By PETER T. KILBORN, The New York Times
WASHINGTON -- With three people dead in similar single-shot sniper attacks in West Virginia last week, federal agents who investigated the serial sniper case in the Washington area last year have joined the investigation, officials said today.
“We wanted to get those agencies in here now,” Sheriff Dave Tucker of Kanawha County said in Charleston, the state capital and county seat. “We don’t want to overlook anything that could result the way it did” last year, when 13 men and women were killed, most in Washington suburbs in Maryland and Virginia.
Sheriff Tucker said 15 teams of two or three officers each — drawn from city, county and state agencies, the Federal Bureau of Investigation and the Bureau of Alcohol, Tobacco and Firearms — were looking into clues and more than 100 tips from telephone callers.
“We have the best law enforcement agencies in the country working on this,” said Mayor Danny Jones of Charleston, a former Kanawha County sheriff. “We’re telling people don’t go out alone after dark, keep your eyes open and avoid convenience stores.”
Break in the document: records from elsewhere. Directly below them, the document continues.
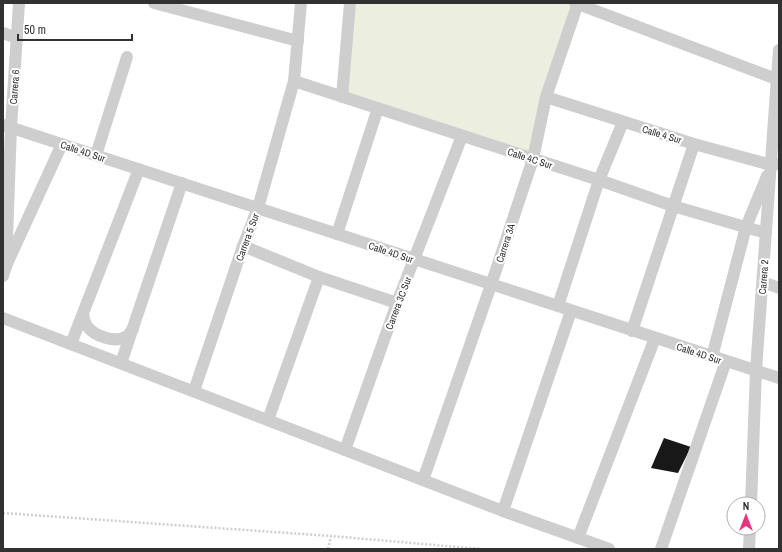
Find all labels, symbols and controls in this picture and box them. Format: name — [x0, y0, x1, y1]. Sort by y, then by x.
scale bar — [18, 16, 132, 42]
text: 50 m — [24, 22, 46, 38]
street label: Carrera 6 — [7, 69, 22, 105]
street label: Calle 4 Sur — [641, 122, 683, 147]
street label: Calle 4D Sur — [59, 138, 107, 165]
street label: Calle 4C Sur — [506, 145, 554, 172]
street label: Carrera 5 Sur — [233, 211, 262, 263]
street label: Carrera 3A — [493, 222, 518, 264]
street label: Calle 4D Sur — [367, 239, 415, 266]
street label: Carrera 2 — [756, 259, 771, 295]
street label: Carrera 3C Sur — [382, 275, 415, 331]
street label: Calle 4D Sur — [675, 340, 723, 367]
north arrow — [726, 496, 766, 536]
text: N — [743, 499, 749, 513]

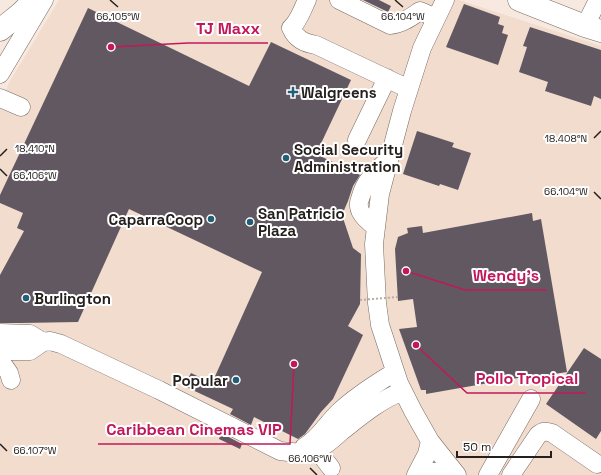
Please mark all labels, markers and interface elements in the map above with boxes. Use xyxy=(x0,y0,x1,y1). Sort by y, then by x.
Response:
text: 66.105°W xyxy=(96,10,140,23)
text: 66.104°W xyxy=(381,10,425,23)
callout: TJ Maxx xyxy=(188,15,268,43)
text: TJ Maxx xyxy=(196,18,261,39)
place label: Walgreens xyxy=(301,83,377,102)
marker: Walgreens xyxy=(288,87,298,97)
text: 18.408°N xyxy=(545,132,587,145)
place label: Social Security Administration xyxy=(294,140,403,176)
text: 18.410°N xyxy=(15,142,55,155)
marker: Social Security Administration xyxy=(281,153,291,163)
text: 66.106°W xyxy=(13,169,57,182)
text: 66.104°W xyxy=(544,185,588,198)
place label: San Patricio Plaza xyxy=(258,204,345,240)
place label: CaparraCoop xyxy=(108,210,203,229)
marker: CaparraCoop xyxy=(206,214,216,224)
marker: San Patricio Plaza xyxy=(245,217,255,227)
callout: Wendy's xyxy=(465,262,547,290)
text: Wendy's xyxy=(473,265,539,286)
place label: Burlington xyxy=(34,289,111,308)
marker: Burlington xyxy=(21,293,31,303)
callout: Pollo Tropical xyxy=(467,365,586,393)
text: Pollo Tropical xyxy=(476,368,578,389)
place label: Popular xyxy=(173,371,228,390)
marker: Popular xyxy=(231,375,241,385)
callout: Caribbean Cinemas VIP xyxy=(98,416,290,444)
text: Caribbean Cinemas VIP xyxy=(106,419,282,440)
scale bar xyxy=(457,433,551,459)
text: 50 m xyxy=(463,439,491,455)
text: 66.107°W xyxy=(14,444,57,457)
text: 66.106°W xyxy=(288,452,332,465)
The first victim was Gary Carrier Jr., 44, who the police said was shot in the head and killed on Aug. 10. They said he was standing at a pay phone near a Go-Mart convenience store in Charleston.
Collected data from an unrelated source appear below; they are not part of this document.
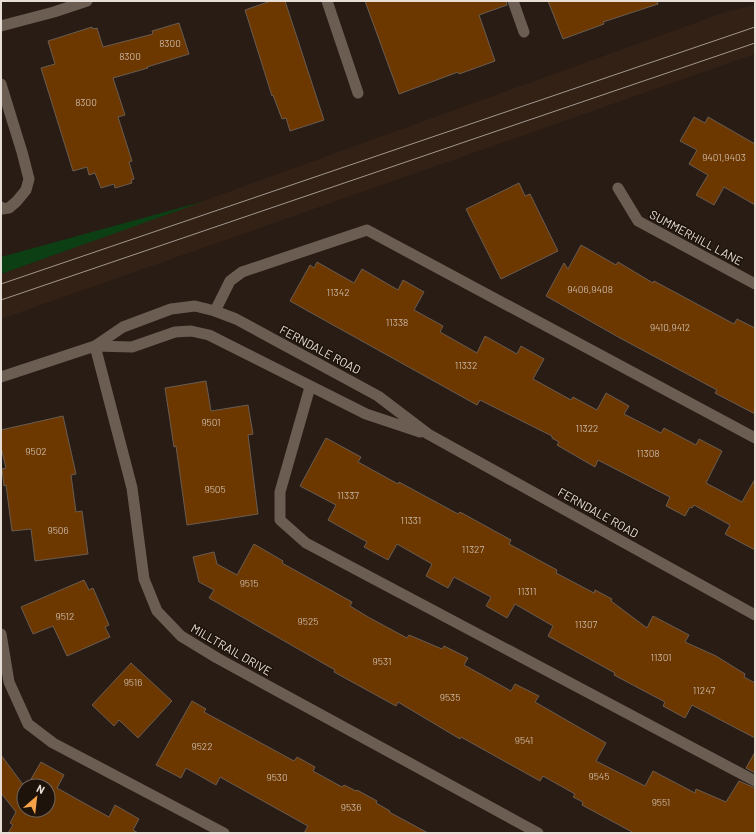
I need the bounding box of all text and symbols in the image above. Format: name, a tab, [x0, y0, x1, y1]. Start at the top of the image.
house number: 8300	[159, 37, 181, 49]
house number: 8300	[119, 50, 141, 62]
house number: 8300	[75, 96, 97, 108]
house number: 9401,9403	[702, 151, 746, 163]
street label: SUMMERHILL LANE	[648, 207, 745, 268]
house number: 9406,9408	[567, 283, 613, 295]
house number: 11342	[326, 286, 350, 298]
house number: 11338	[386, 316, 408, 328]
house number: 9410,9412	[650, 321, 690, 333]
street label: FERNDALE ROAD	[278, 322, 363, 376]
house number: 11332	[455, 359, 477, 371]
house number: 9501	[201, 416, 221, 428]
house number: 11322	[576, 422, 598, 434]
house number: 9502	[25, 445, 47, 457]
house number: 11308	[636, 447, 660, 459]
house number: 9505	[204, 483, 226, 495]
street label: FERNDALE ROAD	[556, 484, 641, 540]
house number: 11337	[337, 489, 359, 501]
house number: 11331	[401, 514, 421, 526]
house number: 9506	[47, 524, 69, 536]
house number: 11327	[462, 543, 484, 555]
house number: 9515	[240, 577, 258, 589]
house number: 11311	[517, 585, 537, 597]
house number: 9512	[56, 610, 74, 622]
house number: 9525	[298, 615, 318, 627]
house number: 11307	[575, 618, 598, 630]
street label: MILLTRAIL DRIVE	[189, 620, 274, 678]
house number: 11301	[650, 651, 672, 663]
house number: 9531	[373, 655, 391, 667]
house number: 9516	[124, 676, 142, 688]
house number: 11247	[693, 684, 715, 696]
house number: 9535	[440, 691, 460, 703]
house number: 9541	[515, 734, 533, 746]
house number: 9522	[191, 740, 213, 752]
house number: 9545	[589, 770, 610, 782]
house number: 9530	[266, 771, 288, 783]
north arrow	[16, 778, 56, 818]
text: N	[35, 781, 47, 796]
house number: 9551	[652, 796, 670, 808]
house number: 9536	[341, 801, 361, 813]

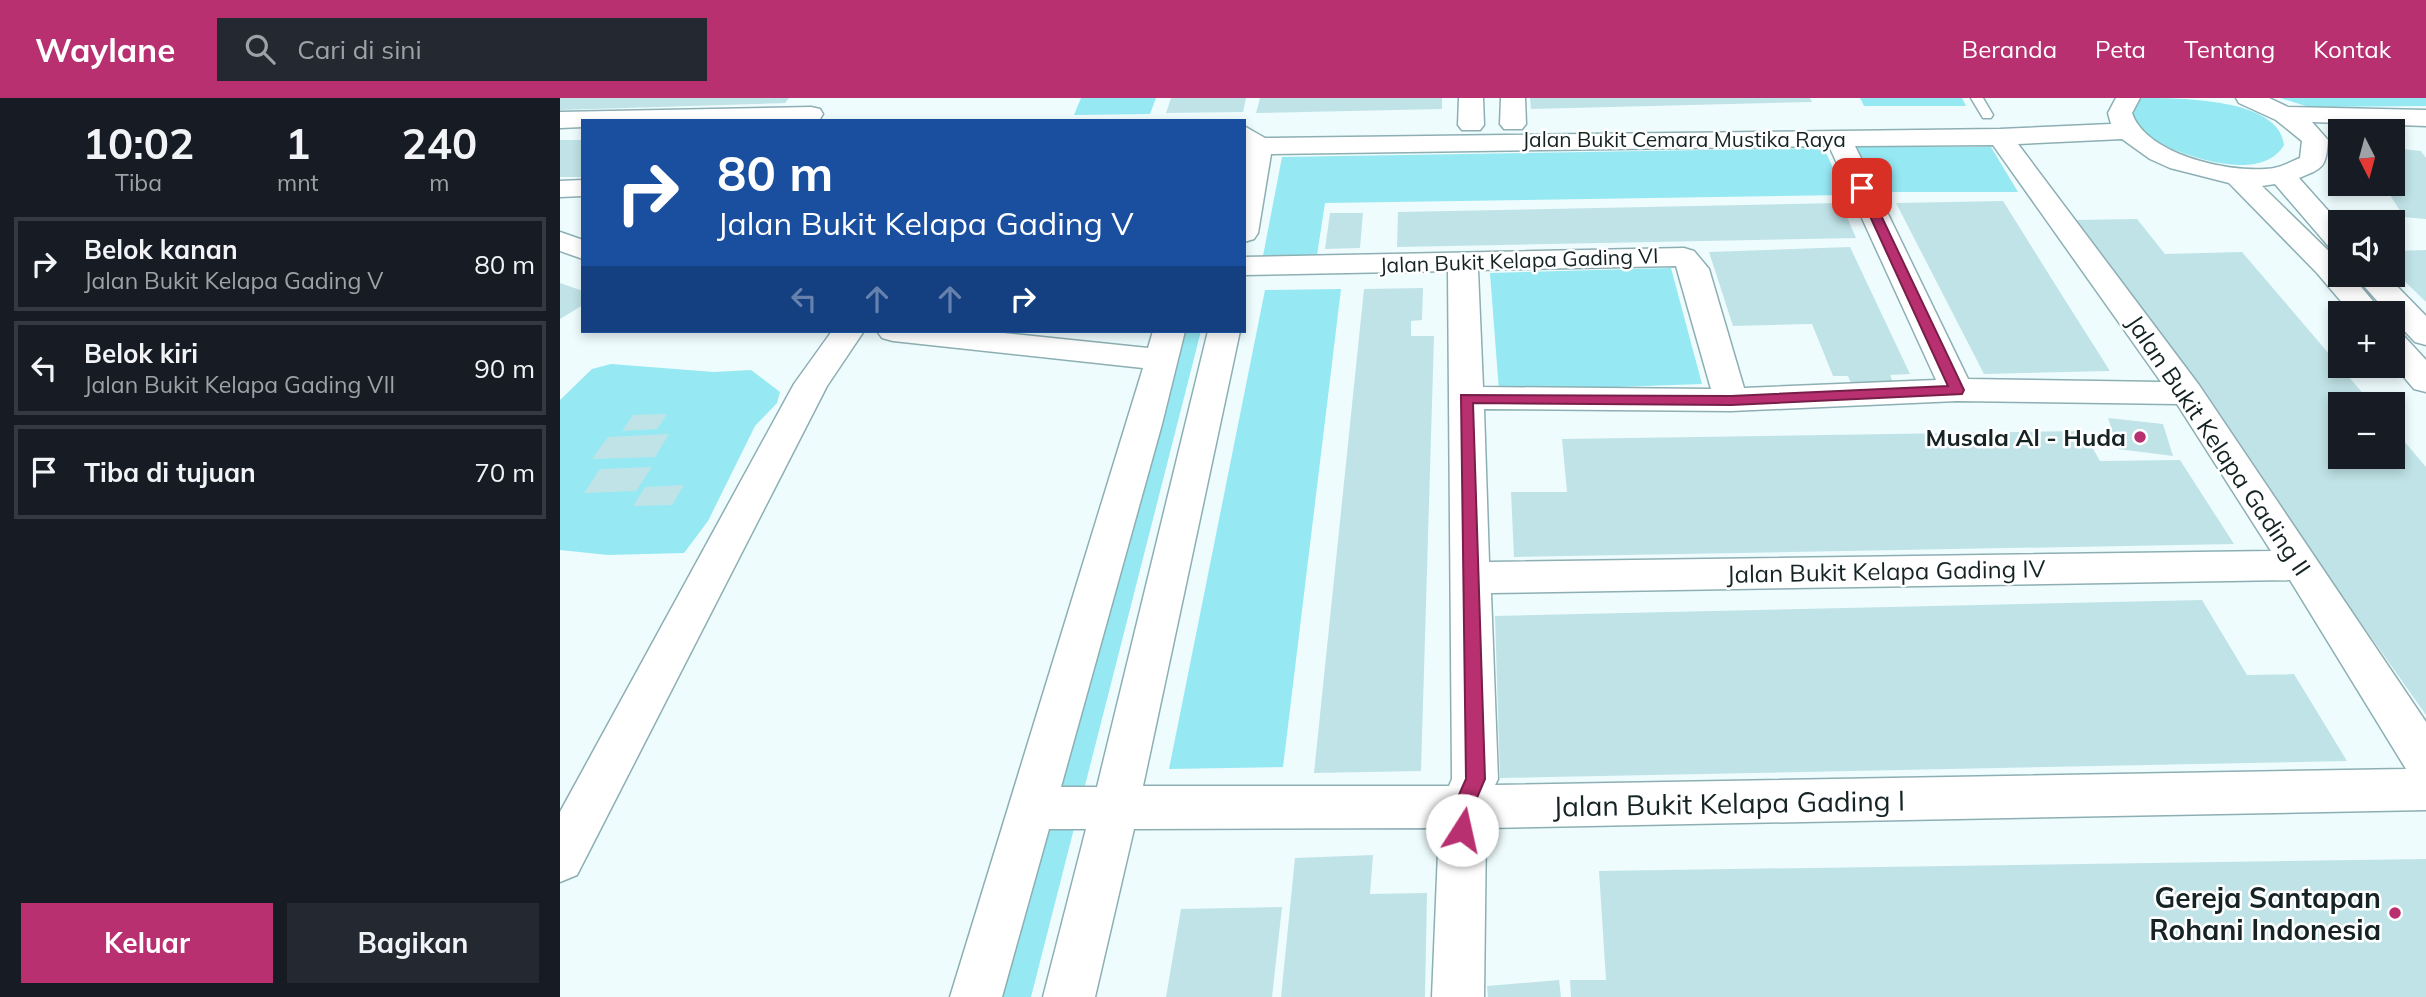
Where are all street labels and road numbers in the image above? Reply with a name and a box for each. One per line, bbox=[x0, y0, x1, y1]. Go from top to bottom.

Four days later, on a Thursday night, 31-year-old Jeanie Patton died from a shot to the head while pumping gas at a Speedway store in Campbells Creek, an unincorporated area three miles east of Charleston.
Later that night, Okey Meadows, 26, was killed outside a Go-Mart store 14 miles southeast of the city, by a shot to the neck.
“They all occurred at a convenience store,” Sheriff Tucker said. “They all occurred at night. All the victims were shot from a distance. All suffered a single shot.”
But Sheriff Tucker said it was unclear whether one person had fired the shots. Officers said they were reviewing videotapes from the Campbells Creek and Cedar Grove stores. Officials said a state crime laboratory had determined that the bullets came from a small caliber weapon like a .22 rifle, but they would not disclose what caliber or whether they came from the same weapon.
The authorities said they were looking for a dark-colored Ford F-150 pickup with an extended cab that witnesses to two of the shootings reported seeing nearby. Initially, officials said the witnesses reported that its color was black. But Chief Jerry Pauley of the Charleston police said the color would have been hard to discern in the dark and that it might have been maroon, dark green or dark blue.
Chief Pauley said a woman described the driver “as a large white male.”